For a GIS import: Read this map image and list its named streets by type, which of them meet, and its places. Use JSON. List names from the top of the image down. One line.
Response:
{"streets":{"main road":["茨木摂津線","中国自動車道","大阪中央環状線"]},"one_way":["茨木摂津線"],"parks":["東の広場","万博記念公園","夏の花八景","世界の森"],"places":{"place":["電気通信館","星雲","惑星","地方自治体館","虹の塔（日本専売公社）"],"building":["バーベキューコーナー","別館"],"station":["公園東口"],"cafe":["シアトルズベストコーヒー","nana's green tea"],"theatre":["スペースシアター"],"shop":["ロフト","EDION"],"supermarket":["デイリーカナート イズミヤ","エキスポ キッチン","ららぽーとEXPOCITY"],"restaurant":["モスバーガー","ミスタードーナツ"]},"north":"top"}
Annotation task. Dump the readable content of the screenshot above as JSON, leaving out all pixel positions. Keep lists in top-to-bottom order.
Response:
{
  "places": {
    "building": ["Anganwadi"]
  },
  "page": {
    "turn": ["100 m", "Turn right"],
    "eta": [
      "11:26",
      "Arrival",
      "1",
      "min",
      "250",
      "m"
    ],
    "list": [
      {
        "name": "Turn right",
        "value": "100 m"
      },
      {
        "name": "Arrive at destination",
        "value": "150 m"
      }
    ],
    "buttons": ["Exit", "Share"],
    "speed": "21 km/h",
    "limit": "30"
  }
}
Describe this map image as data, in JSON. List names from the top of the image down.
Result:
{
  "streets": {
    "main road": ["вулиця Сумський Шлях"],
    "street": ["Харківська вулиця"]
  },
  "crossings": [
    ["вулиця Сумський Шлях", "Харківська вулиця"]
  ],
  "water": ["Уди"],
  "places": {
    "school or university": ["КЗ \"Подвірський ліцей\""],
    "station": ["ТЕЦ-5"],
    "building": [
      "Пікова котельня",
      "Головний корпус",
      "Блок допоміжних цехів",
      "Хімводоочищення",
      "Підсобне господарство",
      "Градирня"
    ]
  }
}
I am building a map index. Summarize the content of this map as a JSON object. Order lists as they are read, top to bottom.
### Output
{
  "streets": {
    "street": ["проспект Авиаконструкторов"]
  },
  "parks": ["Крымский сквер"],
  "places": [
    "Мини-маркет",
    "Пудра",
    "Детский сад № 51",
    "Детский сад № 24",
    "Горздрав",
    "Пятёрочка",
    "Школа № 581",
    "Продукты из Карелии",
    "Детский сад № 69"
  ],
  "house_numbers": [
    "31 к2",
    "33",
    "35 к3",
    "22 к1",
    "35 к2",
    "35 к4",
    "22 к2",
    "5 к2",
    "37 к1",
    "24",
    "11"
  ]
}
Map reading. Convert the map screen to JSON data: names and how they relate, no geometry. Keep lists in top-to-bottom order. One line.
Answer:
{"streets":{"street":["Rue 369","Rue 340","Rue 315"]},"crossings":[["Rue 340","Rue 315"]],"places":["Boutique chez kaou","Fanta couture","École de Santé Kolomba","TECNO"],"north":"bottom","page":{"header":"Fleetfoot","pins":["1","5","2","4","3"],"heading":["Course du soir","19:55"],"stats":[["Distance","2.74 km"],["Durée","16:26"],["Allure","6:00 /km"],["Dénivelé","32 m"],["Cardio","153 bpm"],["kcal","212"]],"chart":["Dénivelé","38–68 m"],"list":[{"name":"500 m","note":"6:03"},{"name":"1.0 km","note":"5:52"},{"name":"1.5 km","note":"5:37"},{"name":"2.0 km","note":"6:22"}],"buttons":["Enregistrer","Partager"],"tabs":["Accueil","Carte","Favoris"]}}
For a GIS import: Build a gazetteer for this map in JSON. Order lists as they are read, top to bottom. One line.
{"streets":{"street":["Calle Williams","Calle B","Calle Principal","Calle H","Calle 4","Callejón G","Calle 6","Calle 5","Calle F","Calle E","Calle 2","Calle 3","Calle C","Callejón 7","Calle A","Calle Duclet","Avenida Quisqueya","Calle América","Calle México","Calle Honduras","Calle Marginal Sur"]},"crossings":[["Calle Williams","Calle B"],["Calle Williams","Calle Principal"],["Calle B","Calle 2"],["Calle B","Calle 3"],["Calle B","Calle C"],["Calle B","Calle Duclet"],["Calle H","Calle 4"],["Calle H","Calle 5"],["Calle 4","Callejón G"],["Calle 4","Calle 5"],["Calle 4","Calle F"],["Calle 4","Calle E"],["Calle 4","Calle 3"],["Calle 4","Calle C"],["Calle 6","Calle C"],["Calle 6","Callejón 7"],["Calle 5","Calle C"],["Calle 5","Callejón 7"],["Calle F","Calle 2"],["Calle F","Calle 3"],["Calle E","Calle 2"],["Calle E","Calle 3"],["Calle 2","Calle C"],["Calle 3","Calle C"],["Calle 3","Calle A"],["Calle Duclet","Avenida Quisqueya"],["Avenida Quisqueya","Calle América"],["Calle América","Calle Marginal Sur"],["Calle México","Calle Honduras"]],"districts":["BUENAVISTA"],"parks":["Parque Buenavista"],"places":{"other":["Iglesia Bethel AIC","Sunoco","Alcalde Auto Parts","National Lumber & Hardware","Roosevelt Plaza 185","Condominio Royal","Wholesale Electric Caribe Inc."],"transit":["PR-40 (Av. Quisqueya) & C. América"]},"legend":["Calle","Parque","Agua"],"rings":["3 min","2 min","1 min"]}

What the exercise asks:
Copy out every line of the entries where the string "image" shows up.

Your solution:
For a GIS import: Read this map image and list its named streets by type, which of them meet, and its places. Use JSON. List names from the top of the image down. One line.
Describe this map image as data, in JSON. List names from the top of the image down.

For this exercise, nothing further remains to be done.